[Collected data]
----
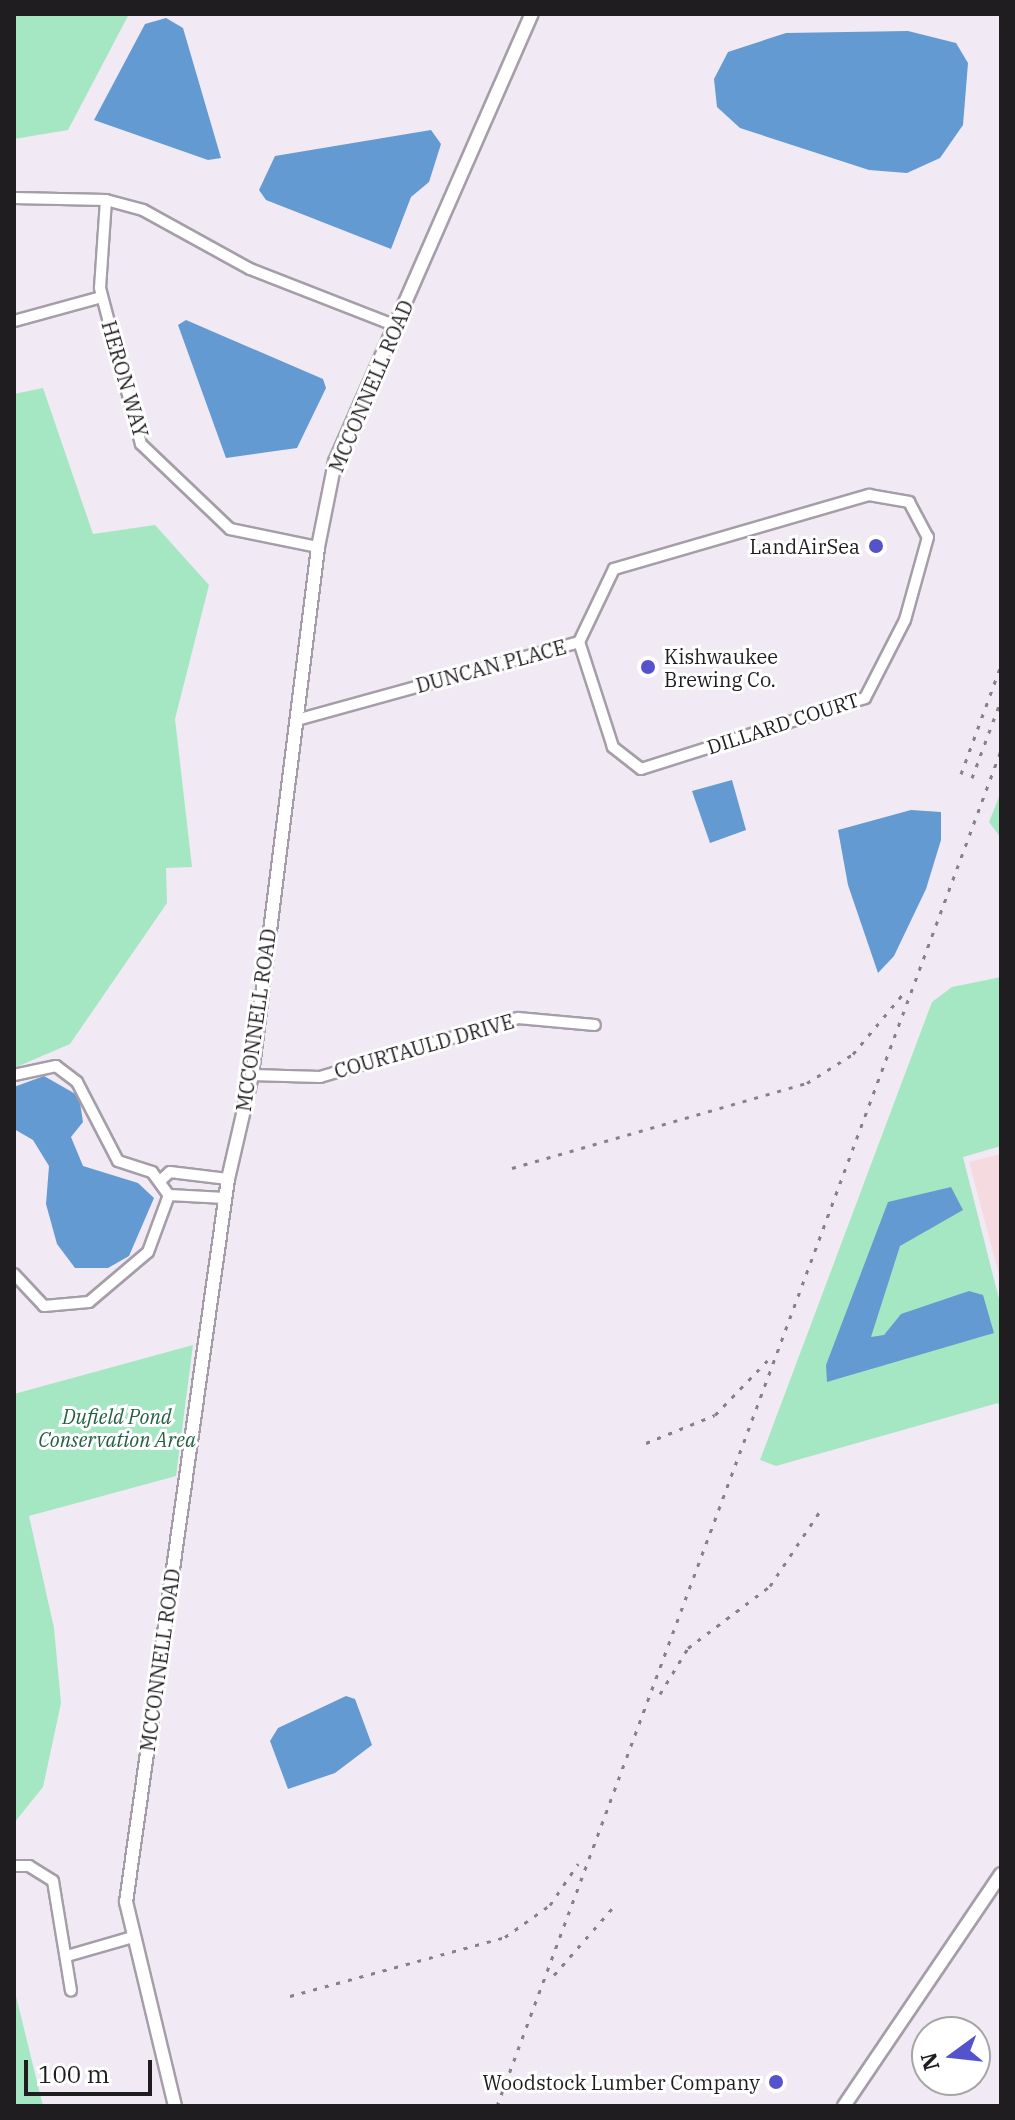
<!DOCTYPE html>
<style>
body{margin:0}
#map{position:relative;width:1015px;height:2120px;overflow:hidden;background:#f1e9f4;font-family:"IBM Plex Serif",serif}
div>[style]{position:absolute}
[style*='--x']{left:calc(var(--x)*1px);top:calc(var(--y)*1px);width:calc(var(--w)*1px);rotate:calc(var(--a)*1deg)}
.commercial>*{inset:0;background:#f5dbe0}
.green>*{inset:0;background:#a6e7c3}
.water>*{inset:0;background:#629ad1}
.roads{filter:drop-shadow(2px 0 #a59ea8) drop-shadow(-2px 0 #a59ea8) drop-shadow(0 2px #a59ea8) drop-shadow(0 -2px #a59ea8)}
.minor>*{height:10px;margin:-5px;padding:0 5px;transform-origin:5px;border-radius:5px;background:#fff}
.tertiary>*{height:12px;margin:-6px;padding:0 6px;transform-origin:6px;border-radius:6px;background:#fff}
.rail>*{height:3px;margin-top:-1.5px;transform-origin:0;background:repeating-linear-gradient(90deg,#868188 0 4px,transparent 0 12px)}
.dots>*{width:22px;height:22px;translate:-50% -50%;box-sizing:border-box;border:4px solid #fff;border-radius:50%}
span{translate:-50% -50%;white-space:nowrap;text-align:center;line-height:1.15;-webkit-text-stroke:6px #fff;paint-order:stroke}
.street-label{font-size:20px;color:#201d21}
.poi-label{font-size:20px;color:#201d21}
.right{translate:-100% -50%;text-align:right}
.left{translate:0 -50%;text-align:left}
.park-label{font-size:20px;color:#246144;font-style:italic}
.frame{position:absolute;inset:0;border:16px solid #201d21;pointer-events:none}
.north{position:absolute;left:911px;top:2016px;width:80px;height:80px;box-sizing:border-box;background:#fff;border:2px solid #a6a5a6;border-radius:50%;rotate:255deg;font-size:22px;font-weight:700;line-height:32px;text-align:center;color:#201d21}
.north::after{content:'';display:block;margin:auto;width:28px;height:36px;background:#5453cb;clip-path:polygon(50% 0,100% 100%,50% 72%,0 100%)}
.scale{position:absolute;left:24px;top:2060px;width:128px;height:36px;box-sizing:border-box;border:4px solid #201d21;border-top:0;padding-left:10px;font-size:24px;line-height:28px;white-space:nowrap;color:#201d21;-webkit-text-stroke:6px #fff;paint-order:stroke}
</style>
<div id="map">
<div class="commercial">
<i style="clip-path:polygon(1001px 1154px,1001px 1282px,969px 1162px)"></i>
</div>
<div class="green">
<i style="clip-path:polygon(14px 14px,129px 14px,68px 130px,14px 139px)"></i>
<i style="clip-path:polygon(43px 388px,93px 534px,155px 525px,209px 585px,175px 719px,192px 867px,166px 868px,167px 903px,70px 1044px,14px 1068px,14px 394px)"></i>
<i style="clip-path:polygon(1001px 792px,1001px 838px,989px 822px)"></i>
<i style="clip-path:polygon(1001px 977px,1001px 1146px,963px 1157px,1001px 1307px,1001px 1410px,998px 1403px,776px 1466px,760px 1460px,932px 1002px,952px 987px)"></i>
<i style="clip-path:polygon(193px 1345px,176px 1476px,29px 1516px,54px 1628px,61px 1703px,43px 1787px,14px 1823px,14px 1394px)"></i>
<i style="clip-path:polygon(14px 1988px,43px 2106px,14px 2106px)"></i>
</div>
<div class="water">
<i style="clip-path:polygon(166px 18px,183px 28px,221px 158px,208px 160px,94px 120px,145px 24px)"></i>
<i style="clip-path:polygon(908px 31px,956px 43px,968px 63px,963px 125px,940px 158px,907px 173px,869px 170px,740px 128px,717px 107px,714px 79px,728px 52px,786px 33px)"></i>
<i style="clip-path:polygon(431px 130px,441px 144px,429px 182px,411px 197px,391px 249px,266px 200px,259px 190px,275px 156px)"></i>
<i style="clip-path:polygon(186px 320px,323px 379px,326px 388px,297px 448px,226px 458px,178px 325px)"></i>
<i style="clip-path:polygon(732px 780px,746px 830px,710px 843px,692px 791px)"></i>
<i style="clip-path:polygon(911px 810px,941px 812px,941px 840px,926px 889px,894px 956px,878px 973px,848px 885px,838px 830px)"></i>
<i style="clip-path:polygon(44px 1076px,79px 1096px,83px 1122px,71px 1137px,83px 1166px,138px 1183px,154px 1198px,129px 1256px,108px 1268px,75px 1268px,57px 1244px,46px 1204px,49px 1166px,33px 1140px,14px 1129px,14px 1087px)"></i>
<i style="clip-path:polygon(951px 1187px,963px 1210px,900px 1246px,871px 1337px,884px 1335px,901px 1314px,969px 1291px,983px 1295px,994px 1333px,827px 1382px,826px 1365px,888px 1202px)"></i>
<i style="clip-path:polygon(346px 1696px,355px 1699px,372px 1745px,335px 1773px,288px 1789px,270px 1741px,278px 1728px)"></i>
</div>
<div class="roads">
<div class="minor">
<i style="--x:14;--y:198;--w:92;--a:1.2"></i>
<i style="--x:106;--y:200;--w:38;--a:15"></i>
<i style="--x:143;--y:210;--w:122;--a:28.9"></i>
<i style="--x:250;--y:269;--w:157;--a:21.3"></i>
<i style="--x:106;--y:200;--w:88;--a:93.9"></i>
<i style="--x:100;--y:288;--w:161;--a:75.3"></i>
<i style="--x:141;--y:444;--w:123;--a:43.7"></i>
<i style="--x:230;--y:529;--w:90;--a:11.6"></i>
<i style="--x:14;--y:321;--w:91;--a:-15.3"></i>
<i style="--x:869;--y:495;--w:41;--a:9.9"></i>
<i style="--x:909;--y:502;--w:40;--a:62"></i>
<i style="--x:928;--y:537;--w:86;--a:105.5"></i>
<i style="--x:905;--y:620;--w:88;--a:117.1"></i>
<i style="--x:865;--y:698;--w:235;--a:162.4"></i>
<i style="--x:641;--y:769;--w:36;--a:-142"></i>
<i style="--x:613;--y:747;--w:110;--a:-107.9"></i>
<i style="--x:579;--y:642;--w:81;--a:-64.4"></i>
<i style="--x:614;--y:569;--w:266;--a:-16.2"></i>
<i style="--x:300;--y:719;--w:289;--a:-15.4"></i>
<i style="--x:14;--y:1075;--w:43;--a:-12.1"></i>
<i style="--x:56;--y:1066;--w:26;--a:37"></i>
<i style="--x:77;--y:1082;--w:89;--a:62.6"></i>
<i style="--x:118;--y:1161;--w:36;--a:18"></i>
<i style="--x:152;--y:1172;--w:29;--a:54"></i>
<i style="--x:252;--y:1075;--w:68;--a:1.7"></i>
<i style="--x:320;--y:1077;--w:207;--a:-16.6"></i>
<i style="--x:518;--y:1018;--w:77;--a:5.2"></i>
<i style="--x:160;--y:1181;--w:13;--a:-42"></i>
<i style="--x:170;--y:1172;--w:58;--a:6.9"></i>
<i style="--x:169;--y:1195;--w:56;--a:3.1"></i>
<i style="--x:14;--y:1274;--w:44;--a:46.8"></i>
<i style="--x:44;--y:1306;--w:45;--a:-5.1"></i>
<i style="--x:89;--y:1302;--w:77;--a:-40.3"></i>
<i style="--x:148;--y:1252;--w:61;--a:-69.8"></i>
<i style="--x:14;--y:1866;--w:15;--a:0"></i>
<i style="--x:29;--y:1866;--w:28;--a:32"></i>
<i style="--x:53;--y:1881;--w:111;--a:80.7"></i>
<i style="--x:67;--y:1956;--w:69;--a:-16.1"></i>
</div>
<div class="tertiary">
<i style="--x:175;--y:2106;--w:210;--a:-103.5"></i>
<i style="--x:126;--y:1902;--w:730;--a:-81.97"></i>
<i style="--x:228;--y:1179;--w:107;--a:-77"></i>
<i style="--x:252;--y:1075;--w:532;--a:-82.87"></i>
<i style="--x:318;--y:547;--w:87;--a:-78.7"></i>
<i style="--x:335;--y:462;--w:489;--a:-66.3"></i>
<i style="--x:844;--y:2106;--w:280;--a:-55.9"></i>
</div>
</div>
<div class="rail">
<i style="--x:961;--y:774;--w:116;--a:-69.8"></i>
<i style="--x:972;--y:778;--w:83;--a:-69.6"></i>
<i style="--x:512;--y:1168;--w:307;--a:-16.1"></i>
<i style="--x:807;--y:1083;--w:54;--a:-32.2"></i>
<i style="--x:853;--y:1054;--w:78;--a:-50.2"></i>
<i style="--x:646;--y:1443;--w:74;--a:-22.1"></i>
<i style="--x:715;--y:1415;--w:76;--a:-46.1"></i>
<i style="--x:660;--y:1694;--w:54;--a:-58.7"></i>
<i style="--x:688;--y:1648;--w:103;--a:-37.1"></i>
<i style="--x:770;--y:1586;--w:94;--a:-56.3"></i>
<i style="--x:554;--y:1975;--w:94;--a:-48.9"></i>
<i style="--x:290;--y:1996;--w:223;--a:-15.3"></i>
<i style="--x:505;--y:1937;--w:55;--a:-35.4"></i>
<i style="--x:550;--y:1905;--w:50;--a:-55.7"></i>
<i style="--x:497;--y:2106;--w:1447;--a:-69.61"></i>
</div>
<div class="dots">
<i style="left:876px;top:546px;background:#5453cb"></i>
<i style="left:648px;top:667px;background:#5453cb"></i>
<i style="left:776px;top:2082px;background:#5453cb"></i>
</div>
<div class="street-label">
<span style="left:125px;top:379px;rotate:74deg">HERON WAY</span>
<span style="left:371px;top:386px;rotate:-67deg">MCCONNELL ROAD</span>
<span style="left:491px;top:666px;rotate:-15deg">DUNCAN PLACE</span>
<span style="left:783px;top:723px;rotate:-18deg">DILLARD COURT</span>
<span style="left:256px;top:1020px;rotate:-82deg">MCCONNELL ROAD</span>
<span style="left:424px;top:1046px;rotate:-16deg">COURTAULD DRIVE</span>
<span style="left:160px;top:1660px;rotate:-82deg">MCCONNELL ROAD</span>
</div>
<div class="poi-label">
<span class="right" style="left:860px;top:546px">LandAirSea</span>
<span class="left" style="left:664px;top:668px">Kishwaukee<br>Brewing Co.</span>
<span class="right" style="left:760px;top:2082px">Woodstock Lumber Company</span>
</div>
<div class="park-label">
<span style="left:117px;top:1428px">Dufield Pond<br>Conservation Area</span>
</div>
<div class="frame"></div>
<div class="north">N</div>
<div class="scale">100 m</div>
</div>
----
## Exercise requirements:
Out of the records above, pull each line containing the word "roads".

## Result below:
.roads{filter:drop-shadow(2px 0 #a59ea8) drop-shadow(-2px 0 #a59ea8) drop-shadow(0 2px #a59ea8) drop-shadow(0 -2px #a59ea8)}
<div class="roads">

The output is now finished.